Crédit photo : Steve A Johnson
Moins de deux mois après avoir lancé son procès en matière de contrat de travail contre Universal Music et Warner Music, la Fédération américaine des musiciens (AFM) a doublé son action en intentant une action modifiée.
L'AFM vient de soumettre sa première plainte modifiéequi arrive dans la foulée de un échange moche sur la disposition pertinente du contrat de travail. Et comme beaucoup le savent, cette disposition concerne la « nouvelle utilisation » des enregistrements présentant le travail des musiciens de l’AFM.
De la façon dont le syndicat voit les choses, les accords de licence d’IA de génération des majors défenderesses avec Udio et Suno entrent carrément dans la nouvelle catégorie d’utilisation ; les membres de l'AFM qui ont contribué aux morceaux concernés auraient donc droit à une indemnisation.
Bien entendu, le calcul de cette compensation nécessiterait qu’Universal Music et Warner Music fassent la lumière sur la portée précise de leurs accords de licence ; preuve suggère qu'ils ne sont pas pressés de le faire. En plus de réclamer une somme de dommages-intérêts, l'AFM intente une action en justice pour son prétendu manquement « à fournir les informations requises » sur les accords Suno et Udio.

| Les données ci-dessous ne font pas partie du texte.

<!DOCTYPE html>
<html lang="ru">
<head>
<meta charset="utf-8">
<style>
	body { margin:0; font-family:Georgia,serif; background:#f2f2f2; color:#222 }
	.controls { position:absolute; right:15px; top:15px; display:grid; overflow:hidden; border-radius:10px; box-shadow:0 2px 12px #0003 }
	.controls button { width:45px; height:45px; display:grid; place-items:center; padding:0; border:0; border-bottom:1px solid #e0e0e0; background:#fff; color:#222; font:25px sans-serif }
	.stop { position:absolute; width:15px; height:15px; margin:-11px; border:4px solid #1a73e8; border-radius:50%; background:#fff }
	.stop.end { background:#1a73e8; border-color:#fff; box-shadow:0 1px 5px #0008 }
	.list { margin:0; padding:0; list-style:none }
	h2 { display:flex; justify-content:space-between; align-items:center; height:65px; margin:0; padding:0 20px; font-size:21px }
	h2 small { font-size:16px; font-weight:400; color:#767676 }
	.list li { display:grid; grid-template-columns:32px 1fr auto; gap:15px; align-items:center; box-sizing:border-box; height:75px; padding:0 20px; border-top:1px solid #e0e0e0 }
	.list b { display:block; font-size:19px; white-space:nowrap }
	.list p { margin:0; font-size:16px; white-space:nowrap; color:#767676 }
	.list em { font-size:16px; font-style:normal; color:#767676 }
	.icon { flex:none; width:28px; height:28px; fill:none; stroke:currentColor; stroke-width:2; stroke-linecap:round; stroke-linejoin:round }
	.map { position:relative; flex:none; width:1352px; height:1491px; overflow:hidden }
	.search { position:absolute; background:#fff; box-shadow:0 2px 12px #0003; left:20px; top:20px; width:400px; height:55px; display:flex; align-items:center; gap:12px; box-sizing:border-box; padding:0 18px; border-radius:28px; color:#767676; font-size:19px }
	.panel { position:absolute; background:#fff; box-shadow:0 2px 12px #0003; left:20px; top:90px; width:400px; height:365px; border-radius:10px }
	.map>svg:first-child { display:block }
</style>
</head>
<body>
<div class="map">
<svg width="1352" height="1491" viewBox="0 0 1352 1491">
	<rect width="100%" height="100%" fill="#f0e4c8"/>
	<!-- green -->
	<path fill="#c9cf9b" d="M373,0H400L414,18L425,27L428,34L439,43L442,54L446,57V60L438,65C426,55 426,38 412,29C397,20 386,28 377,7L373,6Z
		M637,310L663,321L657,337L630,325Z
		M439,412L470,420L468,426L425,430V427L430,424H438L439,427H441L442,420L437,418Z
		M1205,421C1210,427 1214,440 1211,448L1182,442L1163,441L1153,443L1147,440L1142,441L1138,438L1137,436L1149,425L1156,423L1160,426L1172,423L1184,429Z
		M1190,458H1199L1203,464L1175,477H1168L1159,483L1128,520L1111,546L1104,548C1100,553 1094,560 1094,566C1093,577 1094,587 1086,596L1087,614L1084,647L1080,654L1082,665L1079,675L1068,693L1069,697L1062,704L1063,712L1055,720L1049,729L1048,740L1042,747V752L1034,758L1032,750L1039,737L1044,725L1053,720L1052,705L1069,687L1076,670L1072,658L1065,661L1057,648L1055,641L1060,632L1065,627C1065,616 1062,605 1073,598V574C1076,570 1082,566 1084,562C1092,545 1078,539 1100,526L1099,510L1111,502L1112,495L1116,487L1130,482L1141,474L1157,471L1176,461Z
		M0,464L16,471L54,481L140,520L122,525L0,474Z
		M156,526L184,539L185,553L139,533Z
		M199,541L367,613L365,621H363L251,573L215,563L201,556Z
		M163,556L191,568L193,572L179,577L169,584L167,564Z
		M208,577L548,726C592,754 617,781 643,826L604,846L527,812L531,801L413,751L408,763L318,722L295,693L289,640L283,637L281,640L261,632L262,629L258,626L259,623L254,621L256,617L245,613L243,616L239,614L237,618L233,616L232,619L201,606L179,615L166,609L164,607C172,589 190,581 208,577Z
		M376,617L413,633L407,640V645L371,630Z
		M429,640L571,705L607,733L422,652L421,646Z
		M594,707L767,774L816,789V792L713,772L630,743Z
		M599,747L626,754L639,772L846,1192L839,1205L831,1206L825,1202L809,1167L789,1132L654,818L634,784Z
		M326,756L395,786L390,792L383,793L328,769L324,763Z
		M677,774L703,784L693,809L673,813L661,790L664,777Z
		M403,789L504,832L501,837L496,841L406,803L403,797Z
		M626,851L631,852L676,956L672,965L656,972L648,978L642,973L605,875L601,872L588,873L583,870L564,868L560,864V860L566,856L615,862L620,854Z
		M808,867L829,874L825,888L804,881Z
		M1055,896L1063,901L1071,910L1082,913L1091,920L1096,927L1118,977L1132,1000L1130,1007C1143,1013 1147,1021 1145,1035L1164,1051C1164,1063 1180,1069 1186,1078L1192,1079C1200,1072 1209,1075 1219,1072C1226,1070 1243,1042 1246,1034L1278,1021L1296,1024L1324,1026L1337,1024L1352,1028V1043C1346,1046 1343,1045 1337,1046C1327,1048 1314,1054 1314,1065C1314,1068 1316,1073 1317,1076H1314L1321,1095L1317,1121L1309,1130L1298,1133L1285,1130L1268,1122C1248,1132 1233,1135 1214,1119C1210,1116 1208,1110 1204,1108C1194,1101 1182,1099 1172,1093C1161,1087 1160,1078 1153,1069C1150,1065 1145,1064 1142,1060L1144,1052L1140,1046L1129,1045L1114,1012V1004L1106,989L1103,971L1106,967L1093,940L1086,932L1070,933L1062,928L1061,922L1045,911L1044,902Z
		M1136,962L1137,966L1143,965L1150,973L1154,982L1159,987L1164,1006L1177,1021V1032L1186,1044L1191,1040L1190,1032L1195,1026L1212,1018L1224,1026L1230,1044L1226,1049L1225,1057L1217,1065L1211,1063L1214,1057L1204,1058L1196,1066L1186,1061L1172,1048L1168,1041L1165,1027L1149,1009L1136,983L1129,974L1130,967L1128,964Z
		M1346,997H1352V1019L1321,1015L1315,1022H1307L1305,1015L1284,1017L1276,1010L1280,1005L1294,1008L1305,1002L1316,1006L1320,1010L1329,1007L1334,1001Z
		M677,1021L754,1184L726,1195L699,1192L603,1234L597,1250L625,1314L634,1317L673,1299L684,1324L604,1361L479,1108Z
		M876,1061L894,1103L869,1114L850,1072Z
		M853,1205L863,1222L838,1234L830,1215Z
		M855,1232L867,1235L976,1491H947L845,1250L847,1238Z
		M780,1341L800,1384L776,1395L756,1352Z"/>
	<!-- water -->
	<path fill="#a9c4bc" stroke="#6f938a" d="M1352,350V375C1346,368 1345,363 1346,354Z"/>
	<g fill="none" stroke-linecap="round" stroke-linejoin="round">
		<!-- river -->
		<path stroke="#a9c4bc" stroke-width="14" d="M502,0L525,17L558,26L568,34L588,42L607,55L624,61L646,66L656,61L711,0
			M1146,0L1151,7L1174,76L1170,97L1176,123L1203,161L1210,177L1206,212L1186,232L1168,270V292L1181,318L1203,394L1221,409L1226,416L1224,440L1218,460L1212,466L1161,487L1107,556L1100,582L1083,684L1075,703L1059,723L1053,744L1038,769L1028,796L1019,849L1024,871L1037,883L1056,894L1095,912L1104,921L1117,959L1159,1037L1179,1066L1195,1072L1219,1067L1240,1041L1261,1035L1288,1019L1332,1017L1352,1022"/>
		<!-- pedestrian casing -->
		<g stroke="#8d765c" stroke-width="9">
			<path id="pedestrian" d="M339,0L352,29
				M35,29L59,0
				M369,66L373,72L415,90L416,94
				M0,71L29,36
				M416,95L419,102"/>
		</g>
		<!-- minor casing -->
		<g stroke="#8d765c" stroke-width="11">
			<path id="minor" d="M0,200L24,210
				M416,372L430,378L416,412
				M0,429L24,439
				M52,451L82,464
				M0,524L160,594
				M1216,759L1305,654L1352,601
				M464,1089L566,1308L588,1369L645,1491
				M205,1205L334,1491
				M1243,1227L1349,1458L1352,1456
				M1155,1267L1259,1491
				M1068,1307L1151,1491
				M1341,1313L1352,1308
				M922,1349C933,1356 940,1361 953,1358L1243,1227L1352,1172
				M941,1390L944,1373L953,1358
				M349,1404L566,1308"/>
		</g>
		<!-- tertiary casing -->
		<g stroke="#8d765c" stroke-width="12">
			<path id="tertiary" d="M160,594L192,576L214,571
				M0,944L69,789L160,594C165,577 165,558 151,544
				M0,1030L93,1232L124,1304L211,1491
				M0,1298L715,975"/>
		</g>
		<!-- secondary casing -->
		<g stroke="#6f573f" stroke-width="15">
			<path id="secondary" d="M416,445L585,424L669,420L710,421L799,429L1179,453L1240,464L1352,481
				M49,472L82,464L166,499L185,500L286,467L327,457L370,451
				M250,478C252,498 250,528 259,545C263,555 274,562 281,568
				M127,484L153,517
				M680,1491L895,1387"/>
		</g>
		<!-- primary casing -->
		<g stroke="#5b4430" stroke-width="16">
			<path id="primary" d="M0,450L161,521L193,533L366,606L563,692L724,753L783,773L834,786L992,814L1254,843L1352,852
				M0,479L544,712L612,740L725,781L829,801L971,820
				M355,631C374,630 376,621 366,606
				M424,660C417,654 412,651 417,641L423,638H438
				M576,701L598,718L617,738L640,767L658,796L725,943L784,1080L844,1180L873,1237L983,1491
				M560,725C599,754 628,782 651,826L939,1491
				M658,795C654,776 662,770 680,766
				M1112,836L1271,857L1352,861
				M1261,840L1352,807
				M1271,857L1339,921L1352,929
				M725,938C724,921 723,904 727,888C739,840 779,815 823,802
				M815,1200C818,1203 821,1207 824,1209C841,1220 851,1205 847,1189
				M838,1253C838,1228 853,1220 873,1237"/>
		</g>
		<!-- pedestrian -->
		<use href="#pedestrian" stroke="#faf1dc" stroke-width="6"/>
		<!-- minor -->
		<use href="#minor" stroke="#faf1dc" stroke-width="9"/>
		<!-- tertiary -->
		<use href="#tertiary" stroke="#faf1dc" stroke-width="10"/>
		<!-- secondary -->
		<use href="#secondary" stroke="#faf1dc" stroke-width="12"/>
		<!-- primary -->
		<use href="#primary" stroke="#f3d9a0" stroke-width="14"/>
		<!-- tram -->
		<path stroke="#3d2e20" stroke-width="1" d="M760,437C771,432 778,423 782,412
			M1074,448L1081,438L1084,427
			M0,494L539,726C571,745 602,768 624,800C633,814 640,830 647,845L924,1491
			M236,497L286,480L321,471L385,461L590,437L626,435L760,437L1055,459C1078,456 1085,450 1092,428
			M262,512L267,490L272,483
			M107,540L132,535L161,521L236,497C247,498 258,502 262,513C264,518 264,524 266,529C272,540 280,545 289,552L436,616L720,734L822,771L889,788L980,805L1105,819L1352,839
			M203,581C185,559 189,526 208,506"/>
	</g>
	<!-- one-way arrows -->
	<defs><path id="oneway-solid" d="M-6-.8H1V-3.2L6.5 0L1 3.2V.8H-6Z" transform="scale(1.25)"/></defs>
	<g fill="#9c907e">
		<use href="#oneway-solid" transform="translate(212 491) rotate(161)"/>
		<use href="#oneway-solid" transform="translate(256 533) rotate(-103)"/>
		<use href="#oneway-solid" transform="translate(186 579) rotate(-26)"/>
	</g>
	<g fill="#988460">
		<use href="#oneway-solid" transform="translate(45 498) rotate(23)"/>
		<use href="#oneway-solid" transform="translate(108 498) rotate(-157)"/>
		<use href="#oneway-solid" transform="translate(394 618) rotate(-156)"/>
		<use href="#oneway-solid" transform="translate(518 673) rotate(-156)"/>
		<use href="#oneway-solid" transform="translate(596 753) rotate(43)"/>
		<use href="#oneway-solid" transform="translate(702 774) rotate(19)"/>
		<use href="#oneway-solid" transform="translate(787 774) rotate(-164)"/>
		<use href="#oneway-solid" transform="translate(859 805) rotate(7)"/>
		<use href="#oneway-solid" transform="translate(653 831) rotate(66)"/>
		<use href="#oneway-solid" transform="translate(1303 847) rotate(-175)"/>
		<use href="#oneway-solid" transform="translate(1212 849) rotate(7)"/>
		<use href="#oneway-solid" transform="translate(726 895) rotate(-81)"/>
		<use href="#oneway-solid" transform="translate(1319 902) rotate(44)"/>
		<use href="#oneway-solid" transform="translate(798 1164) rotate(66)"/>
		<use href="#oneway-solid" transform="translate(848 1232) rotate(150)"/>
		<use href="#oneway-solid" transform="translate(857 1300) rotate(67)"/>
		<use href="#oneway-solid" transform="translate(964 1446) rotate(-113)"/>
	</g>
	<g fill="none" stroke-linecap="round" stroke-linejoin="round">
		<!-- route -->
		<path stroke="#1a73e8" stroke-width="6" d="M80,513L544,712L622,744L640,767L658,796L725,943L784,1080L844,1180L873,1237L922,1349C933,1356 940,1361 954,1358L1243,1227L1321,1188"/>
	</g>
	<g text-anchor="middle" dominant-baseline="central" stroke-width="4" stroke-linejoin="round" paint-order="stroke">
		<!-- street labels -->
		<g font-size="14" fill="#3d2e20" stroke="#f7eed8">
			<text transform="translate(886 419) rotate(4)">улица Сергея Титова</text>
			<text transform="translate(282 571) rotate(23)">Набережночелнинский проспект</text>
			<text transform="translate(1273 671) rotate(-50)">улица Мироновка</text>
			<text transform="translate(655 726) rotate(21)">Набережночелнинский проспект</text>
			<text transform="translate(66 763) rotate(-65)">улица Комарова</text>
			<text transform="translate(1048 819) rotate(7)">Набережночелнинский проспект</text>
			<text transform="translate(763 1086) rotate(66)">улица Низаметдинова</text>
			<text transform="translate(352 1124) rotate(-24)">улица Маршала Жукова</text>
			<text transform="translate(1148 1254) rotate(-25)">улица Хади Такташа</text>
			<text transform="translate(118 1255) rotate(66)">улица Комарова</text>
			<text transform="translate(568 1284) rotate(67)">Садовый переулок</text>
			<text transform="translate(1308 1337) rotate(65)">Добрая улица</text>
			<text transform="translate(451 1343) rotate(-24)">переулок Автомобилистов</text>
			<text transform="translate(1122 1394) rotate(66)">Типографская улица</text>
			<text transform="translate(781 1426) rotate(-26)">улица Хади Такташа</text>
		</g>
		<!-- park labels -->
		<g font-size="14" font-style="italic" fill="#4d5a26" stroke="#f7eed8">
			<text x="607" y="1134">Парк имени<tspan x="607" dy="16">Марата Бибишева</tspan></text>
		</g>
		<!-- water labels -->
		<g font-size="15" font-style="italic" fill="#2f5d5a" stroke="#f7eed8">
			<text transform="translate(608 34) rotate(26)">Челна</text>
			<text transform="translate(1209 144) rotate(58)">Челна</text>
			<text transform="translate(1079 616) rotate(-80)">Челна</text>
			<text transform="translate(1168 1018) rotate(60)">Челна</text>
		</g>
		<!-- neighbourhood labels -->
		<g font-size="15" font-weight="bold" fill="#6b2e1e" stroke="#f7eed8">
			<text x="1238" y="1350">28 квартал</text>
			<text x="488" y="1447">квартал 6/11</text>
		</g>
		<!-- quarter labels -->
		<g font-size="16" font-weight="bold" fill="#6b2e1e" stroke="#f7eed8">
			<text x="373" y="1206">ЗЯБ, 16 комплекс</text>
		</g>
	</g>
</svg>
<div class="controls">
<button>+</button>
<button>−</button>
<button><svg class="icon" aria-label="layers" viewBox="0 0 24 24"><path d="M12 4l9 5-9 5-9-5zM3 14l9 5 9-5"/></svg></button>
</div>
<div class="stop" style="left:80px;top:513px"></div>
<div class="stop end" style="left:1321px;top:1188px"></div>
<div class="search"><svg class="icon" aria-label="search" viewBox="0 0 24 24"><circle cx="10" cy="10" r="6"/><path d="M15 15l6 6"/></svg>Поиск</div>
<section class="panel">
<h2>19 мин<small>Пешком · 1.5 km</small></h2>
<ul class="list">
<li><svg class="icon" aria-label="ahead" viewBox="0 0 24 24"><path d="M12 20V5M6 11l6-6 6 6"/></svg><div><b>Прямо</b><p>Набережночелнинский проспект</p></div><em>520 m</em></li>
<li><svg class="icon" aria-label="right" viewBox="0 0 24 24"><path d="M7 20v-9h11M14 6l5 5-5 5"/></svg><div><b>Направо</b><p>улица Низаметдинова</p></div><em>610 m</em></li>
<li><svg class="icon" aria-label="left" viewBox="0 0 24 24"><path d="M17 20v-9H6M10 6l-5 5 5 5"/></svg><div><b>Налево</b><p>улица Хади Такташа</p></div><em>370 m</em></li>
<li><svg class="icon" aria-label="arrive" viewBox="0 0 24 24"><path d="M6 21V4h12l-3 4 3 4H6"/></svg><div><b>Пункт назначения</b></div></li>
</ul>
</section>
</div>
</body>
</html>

Pour en revenir à la plainte modifiée, la version la plus récente de la poursuite est sensiblement similaire à l'itération initiale. Cependant, Warner Music étant enclin au licenciement ayant allégué que l'AFM avait désigné la mauvaise entité comme défendeur, l'action a troqué Warner Music Group Corp. contre Warner Records et Atlantic.
(“Mais Warner Music Group Corp. n'est pas signataire du SRLA (Sound Recording Labor Agreement), ne possède pas lui-même de droits d'auteur, n'a pas été plaignant dans les poursuites pour violation de droits d'auteur contre Suno et Udio, et n'a donc pas de licence avec Suno ou Udio”, a écrit précédemment Warner Music. “Dans la mesure où l'AFM cherche à faire valoir une rupture de contrat, elle n'est pas contre Warner Music Group Corp.”)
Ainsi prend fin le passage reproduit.